**THE TASK:** From the material that follows, please give the number of lines containing the string "evenodd", and that number alone.

*** Opening RAW DATA ***

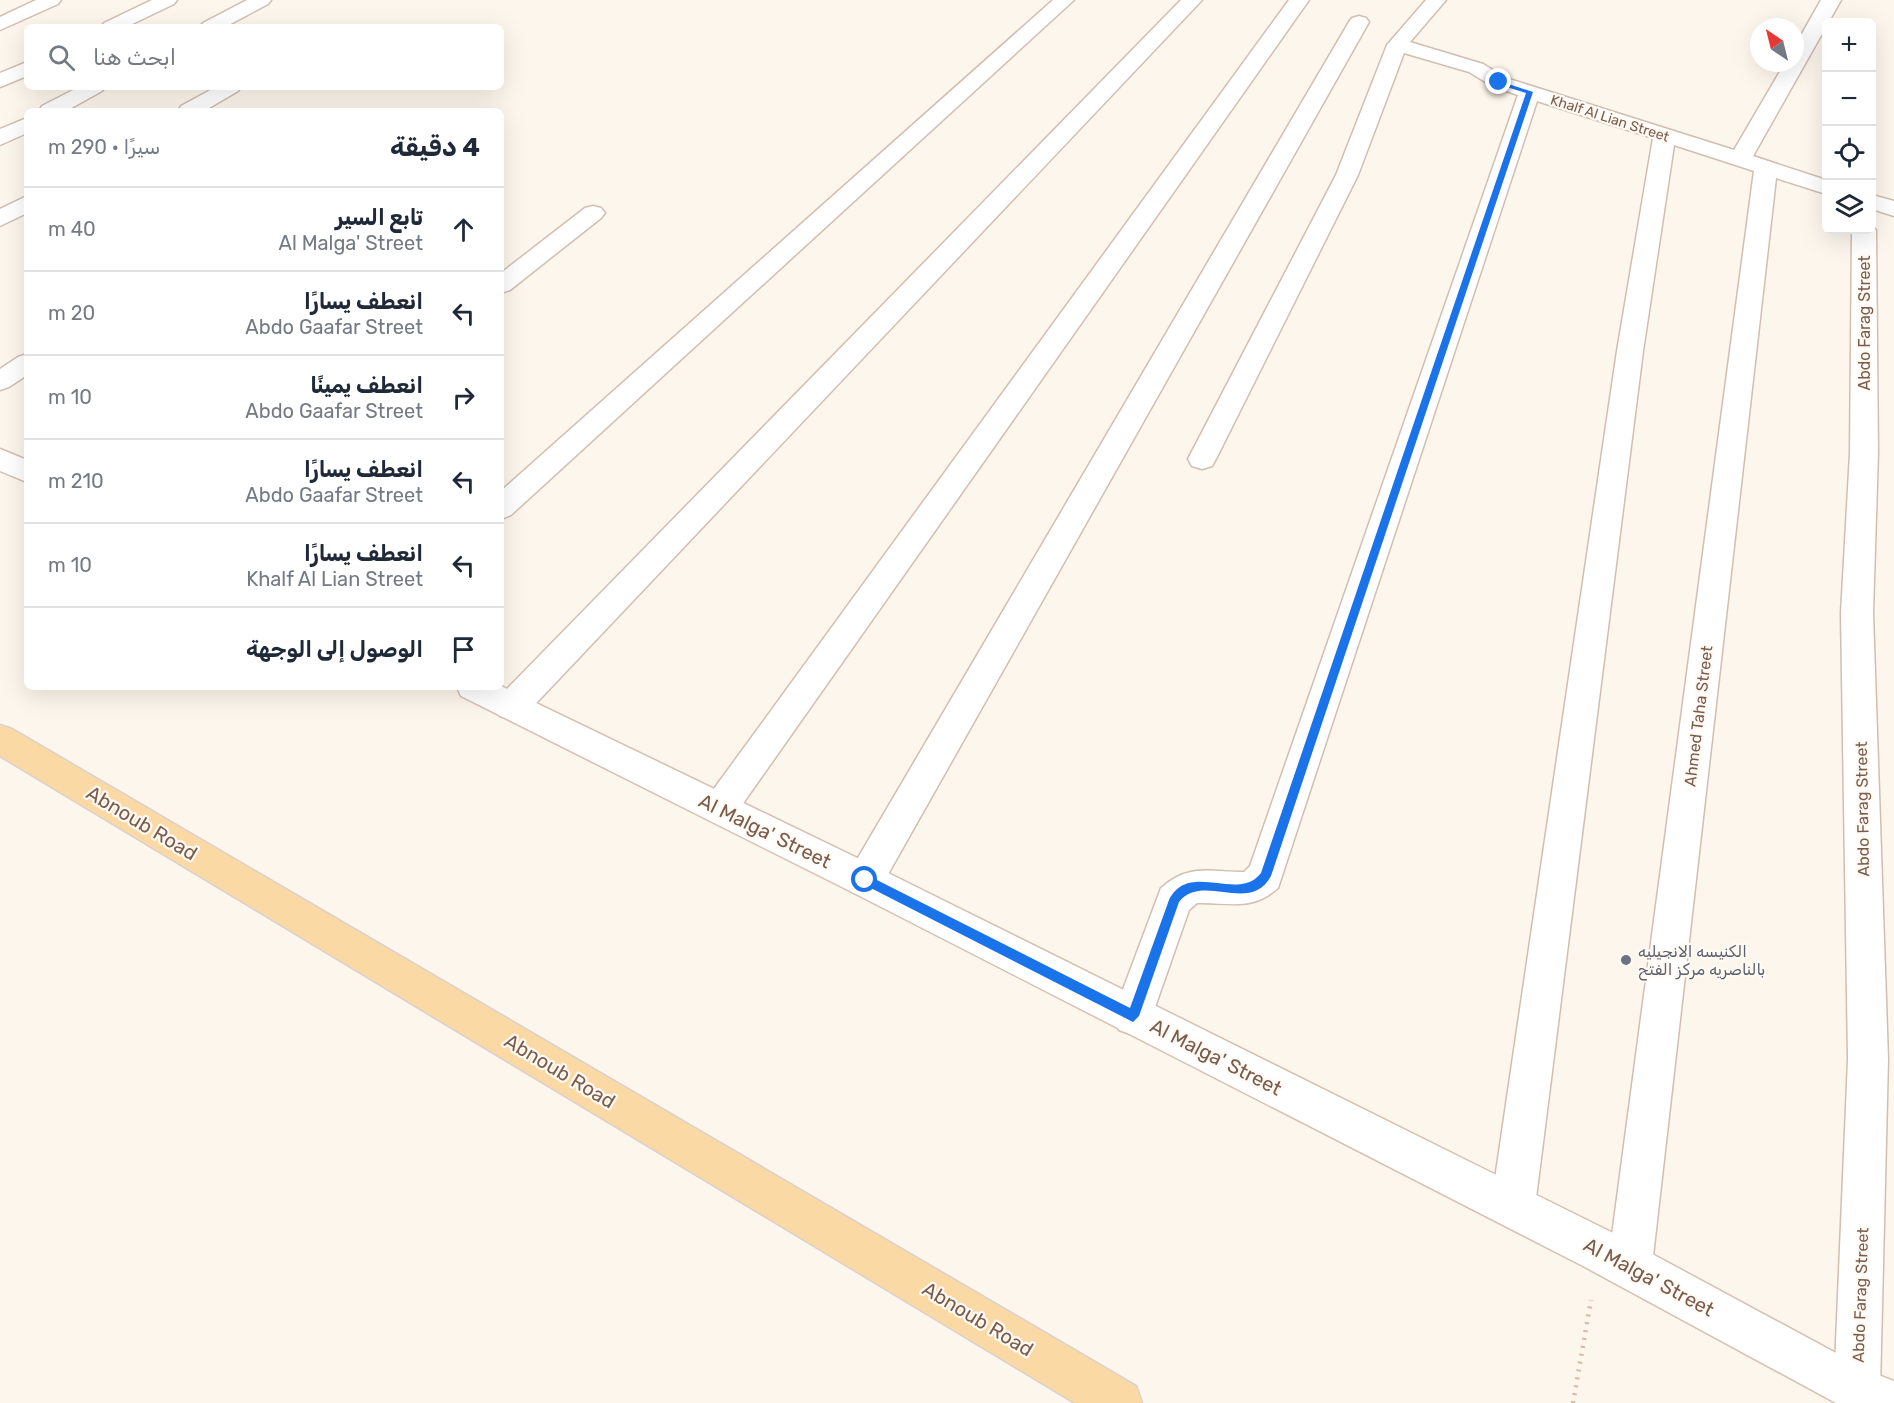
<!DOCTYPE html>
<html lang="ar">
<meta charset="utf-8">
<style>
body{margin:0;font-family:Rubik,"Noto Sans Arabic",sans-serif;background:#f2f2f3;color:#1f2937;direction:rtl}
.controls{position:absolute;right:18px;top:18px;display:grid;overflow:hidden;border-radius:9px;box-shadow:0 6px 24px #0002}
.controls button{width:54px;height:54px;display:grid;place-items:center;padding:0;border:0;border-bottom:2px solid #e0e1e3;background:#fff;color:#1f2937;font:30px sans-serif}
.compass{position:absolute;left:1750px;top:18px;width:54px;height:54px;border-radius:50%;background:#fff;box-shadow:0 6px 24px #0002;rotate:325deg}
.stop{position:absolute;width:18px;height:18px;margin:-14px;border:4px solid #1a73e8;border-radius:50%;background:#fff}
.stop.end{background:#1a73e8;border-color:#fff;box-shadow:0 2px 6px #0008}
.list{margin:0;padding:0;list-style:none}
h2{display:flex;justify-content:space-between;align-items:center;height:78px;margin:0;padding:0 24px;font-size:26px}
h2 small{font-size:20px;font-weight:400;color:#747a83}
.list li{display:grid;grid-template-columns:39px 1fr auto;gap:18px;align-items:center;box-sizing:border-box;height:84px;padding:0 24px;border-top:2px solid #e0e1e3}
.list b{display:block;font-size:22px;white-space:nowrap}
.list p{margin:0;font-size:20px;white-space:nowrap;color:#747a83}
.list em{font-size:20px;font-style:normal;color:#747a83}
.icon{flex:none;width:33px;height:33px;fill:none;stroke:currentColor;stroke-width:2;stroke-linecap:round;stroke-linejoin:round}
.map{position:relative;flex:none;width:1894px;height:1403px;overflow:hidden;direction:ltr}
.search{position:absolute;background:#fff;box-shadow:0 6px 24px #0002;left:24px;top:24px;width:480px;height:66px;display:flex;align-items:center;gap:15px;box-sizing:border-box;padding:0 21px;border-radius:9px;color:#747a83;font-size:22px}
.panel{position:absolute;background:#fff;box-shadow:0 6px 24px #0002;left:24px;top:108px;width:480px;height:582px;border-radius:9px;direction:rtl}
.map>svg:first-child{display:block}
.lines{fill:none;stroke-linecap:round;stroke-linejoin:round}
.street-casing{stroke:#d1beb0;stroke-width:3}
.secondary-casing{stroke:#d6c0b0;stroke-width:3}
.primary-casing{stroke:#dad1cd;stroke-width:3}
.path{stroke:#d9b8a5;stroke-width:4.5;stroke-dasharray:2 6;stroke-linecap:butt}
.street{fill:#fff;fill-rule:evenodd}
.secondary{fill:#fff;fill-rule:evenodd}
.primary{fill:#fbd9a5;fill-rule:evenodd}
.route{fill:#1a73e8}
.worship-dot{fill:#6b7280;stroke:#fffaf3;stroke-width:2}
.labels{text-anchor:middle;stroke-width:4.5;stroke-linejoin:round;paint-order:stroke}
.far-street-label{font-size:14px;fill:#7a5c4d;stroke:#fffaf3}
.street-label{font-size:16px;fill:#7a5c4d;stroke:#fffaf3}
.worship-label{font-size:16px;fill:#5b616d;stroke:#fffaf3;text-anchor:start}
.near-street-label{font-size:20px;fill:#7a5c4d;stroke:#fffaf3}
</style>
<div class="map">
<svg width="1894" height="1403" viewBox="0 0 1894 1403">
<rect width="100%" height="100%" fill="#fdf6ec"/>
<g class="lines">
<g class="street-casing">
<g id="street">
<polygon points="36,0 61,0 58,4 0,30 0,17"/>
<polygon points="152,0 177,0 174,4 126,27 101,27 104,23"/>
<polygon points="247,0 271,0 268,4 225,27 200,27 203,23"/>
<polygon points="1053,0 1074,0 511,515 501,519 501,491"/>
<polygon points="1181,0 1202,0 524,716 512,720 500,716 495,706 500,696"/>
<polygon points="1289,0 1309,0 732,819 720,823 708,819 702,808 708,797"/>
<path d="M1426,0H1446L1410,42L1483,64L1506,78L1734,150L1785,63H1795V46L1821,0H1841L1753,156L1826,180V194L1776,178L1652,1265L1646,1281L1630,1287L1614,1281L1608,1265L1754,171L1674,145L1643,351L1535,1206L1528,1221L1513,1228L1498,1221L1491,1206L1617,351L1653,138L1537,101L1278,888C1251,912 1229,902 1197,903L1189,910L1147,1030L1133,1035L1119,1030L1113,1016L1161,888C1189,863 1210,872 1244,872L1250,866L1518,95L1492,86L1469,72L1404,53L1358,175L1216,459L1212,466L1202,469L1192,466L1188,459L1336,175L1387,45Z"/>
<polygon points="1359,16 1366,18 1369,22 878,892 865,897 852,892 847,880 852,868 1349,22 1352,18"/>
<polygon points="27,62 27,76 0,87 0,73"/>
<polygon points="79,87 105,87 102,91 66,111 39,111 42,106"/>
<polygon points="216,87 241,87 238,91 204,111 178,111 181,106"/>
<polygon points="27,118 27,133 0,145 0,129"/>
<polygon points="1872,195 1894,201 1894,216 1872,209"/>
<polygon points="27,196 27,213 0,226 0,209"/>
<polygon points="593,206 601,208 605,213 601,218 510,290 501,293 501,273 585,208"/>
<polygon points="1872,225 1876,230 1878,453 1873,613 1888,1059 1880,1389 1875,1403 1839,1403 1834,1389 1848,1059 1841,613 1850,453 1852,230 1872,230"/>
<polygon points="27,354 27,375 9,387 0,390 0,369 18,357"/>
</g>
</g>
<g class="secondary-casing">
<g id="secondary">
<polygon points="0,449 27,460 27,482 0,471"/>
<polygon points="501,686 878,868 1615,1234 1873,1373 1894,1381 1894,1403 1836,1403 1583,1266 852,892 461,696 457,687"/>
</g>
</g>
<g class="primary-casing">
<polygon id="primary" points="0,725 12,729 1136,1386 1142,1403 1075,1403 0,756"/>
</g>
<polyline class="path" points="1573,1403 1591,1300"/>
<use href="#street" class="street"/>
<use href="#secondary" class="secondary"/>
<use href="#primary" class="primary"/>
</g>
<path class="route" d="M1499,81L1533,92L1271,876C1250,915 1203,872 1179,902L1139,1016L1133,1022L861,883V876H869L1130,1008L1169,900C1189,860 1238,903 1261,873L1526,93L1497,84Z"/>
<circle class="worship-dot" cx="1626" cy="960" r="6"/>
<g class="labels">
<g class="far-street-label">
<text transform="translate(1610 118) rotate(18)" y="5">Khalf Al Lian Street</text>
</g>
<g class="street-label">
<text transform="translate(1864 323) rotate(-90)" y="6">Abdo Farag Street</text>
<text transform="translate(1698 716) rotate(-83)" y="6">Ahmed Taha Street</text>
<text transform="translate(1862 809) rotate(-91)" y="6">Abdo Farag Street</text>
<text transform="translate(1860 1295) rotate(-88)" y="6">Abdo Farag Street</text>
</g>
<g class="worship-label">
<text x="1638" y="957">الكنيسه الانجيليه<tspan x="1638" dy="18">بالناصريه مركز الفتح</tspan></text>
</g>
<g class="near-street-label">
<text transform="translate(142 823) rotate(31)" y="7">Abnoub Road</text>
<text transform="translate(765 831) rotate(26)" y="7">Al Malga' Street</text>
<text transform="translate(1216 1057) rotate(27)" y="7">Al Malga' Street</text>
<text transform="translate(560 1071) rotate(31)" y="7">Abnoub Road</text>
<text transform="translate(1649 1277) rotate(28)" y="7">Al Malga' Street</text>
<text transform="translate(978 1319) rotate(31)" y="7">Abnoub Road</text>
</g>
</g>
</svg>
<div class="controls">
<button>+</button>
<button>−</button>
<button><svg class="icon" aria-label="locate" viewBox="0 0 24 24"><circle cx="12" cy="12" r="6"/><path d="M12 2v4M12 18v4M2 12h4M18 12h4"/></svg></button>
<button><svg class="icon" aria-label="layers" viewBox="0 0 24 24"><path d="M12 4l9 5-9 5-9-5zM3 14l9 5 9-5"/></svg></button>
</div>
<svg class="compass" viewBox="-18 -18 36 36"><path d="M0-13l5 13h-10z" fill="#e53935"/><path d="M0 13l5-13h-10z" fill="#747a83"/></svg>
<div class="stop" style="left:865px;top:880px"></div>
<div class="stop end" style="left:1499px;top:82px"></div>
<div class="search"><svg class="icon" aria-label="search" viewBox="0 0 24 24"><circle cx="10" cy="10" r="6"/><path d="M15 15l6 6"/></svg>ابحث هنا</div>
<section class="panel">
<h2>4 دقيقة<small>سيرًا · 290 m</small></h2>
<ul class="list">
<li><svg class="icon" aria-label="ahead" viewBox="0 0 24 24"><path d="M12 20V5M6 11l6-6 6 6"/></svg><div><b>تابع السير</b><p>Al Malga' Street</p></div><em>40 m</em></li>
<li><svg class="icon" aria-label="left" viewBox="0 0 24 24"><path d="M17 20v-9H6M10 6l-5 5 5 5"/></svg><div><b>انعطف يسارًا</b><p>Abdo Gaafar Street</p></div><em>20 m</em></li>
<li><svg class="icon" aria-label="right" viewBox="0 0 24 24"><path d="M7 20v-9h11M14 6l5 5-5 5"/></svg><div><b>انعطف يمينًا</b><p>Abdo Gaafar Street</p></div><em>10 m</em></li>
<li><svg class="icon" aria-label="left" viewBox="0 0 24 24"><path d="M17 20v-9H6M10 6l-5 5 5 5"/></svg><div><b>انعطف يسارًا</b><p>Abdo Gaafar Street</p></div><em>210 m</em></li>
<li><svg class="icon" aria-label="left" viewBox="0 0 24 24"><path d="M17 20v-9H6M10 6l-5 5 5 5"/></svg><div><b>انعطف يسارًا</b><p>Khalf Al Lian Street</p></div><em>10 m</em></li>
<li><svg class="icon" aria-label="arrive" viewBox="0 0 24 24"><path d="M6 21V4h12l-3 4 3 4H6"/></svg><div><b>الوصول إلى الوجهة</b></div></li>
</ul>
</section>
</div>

*** Closing RAW DATA ***

**ANSWER BOX:** 3